___ DATASET RECORDS

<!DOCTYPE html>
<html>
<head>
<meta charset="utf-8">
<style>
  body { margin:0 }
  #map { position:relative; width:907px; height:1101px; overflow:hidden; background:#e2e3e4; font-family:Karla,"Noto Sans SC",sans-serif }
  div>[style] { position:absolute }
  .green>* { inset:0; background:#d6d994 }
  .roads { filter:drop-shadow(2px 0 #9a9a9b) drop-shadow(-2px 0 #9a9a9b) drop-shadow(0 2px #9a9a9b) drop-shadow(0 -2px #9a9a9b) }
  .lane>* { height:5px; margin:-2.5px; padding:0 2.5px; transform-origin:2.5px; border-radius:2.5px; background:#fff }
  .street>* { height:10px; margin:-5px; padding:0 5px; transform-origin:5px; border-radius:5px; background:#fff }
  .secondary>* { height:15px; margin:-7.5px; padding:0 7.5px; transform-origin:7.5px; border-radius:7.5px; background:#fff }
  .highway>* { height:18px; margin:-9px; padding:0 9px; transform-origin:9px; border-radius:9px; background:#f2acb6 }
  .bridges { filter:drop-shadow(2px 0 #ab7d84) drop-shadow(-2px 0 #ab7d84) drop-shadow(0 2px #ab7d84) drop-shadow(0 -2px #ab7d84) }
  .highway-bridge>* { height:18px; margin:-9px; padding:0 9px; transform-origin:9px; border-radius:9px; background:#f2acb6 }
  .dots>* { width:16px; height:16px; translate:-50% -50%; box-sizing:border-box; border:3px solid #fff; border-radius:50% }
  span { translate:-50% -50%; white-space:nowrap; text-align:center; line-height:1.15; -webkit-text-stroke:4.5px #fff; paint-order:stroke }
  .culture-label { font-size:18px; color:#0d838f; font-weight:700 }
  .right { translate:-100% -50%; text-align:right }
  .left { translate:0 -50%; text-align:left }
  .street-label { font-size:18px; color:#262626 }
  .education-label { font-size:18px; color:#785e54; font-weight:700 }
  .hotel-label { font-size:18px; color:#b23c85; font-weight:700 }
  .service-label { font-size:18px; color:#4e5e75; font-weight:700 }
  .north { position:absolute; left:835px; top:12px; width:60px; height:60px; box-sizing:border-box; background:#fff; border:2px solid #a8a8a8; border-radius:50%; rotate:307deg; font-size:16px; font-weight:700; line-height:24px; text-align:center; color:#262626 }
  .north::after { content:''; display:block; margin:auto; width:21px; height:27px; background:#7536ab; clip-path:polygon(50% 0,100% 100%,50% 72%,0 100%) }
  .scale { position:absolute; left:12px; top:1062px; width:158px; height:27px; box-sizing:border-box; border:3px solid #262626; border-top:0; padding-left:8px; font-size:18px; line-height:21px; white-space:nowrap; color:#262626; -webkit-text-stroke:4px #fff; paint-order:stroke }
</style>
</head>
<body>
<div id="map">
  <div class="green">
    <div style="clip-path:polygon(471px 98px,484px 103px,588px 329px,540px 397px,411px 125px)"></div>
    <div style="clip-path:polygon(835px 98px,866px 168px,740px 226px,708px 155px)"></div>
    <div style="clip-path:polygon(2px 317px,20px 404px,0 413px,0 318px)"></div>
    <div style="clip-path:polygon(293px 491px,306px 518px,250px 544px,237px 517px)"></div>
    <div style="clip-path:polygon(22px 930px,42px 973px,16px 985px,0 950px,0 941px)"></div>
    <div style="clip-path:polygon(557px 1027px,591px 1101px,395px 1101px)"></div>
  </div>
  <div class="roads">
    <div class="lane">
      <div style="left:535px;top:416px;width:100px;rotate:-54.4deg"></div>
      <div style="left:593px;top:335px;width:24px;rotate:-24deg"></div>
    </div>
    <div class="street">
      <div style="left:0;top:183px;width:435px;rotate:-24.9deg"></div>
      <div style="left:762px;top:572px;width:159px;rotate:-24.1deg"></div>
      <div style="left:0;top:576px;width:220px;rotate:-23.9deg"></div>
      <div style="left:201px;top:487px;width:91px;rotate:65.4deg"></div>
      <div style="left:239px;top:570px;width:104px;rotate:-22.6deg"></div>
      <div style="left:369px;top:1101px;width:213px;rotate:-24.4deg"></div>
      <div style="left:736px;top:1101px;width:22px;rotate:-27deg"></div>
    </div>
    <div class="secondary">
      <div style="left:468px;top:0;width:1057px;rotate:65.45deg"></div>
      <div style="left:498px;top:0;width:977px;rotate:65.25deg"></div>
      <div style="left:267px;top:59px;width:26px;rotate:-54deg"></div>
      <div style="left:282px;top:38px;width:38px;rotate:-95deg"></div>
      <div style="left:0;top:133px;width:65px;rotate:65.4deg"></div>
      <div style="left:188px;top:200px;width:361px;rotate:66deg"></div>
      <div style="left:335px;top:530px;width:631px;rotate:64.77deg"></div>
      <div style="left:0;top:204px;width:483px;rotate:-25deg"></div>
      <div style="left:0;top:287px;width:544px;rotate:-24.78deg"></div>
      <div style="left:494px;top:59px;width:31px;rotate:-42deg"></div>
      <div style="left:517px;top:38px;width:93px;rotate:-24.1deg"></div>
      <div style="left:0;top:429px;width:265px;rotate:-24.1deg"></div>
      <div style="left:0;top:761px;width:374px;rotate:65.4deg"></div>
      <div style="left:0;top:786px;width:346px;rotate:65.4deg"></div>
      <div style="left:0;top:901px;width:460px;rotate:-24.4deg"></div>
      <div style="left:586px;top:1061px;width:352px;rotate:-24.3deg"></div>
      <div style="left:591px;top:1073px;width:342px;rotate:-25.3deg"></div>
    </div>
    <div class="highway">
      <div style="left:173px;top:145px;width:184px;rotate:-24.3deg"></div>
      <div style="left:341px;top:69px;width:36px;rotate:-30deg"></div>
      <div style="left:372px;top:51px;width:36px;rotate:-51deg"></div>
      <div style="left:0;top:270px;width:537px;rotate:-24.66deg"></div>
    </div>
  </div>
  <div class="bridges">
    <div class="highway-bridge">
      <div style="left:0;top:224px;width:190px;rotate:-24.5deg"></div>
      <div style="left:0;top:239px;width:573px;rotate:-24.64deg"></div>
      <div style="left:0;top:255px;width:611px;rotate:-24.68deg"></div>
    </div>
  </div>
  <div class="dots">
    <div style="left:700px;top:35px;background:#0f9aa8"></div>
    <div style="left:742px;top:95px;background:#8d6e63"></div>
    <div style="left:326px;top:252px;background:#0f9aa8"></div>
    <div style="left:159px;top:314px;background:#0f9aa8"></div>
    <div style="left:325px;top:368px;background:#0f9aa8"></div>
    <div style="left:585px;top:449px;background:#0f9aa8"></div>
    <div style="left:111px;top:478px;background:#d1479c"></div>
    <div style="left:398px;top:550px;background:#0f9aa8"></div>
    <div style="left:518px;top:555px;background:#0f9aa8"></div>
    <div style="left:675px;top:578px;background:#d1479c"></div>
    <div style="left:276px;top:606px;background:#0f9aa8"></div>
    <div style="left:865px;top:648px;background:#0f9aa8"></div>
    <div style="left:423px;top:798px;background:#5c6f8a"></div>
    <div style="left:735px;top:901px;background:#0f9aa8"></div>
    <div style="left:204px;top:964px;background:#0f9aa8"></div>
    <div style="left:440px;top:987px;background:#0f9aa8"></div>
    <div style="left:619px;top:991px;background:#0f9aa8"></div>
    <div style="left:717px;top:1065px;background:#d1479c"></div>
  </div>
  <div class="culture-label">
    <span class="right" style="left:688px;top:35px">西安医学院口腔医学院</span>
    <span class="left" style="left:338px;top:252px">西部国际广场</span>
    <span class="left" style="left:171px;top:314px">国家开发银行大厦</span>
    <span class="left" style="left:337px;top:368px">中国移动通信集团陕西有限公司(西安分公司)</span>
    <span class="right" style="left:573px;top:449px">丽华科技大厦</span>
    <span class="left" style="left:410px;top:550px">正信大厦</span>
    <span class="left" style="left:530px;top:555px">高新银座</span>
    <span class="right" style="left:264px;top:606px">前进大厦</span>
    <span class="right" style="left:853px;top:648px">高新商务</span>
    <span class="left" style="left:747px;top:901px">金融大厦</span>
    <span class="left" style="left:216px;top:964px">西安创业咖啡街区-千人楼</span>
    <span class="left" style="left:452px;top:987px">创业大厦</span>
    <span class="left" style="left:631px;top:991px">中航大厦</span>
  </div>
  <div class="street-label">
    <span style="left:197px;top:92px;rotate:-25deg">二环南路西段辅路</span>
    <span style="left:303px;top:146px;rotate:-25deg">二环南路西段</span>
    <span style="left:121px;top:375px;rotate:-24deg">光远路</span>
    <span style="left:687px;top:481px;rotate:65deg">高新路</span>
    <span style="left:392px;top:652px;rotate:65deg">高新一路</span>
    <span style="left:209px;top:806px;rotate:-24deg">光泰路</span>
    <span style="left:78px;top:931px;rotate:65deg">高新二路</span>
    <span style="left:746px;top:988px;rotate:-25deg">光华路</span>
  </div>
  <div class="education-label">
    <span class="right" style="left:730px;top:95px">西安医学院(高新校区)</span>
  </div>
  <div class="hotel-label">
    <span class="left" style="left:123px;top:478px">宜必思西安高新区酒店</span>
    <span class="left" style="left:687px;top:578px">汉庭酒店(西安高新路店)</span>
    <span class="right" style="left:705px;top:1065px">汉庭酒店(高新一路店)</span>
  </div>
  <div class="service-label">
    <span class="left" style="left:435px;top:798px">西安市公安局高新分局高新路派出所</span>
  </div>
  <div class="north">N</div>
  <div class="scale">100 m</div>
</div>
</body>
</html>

______

[REQUIREMENT] Tally the lines in these entries that have the string "roads" in them, then answer with the count and nothing else.

[ANSWER TO THE PROBLEM] 2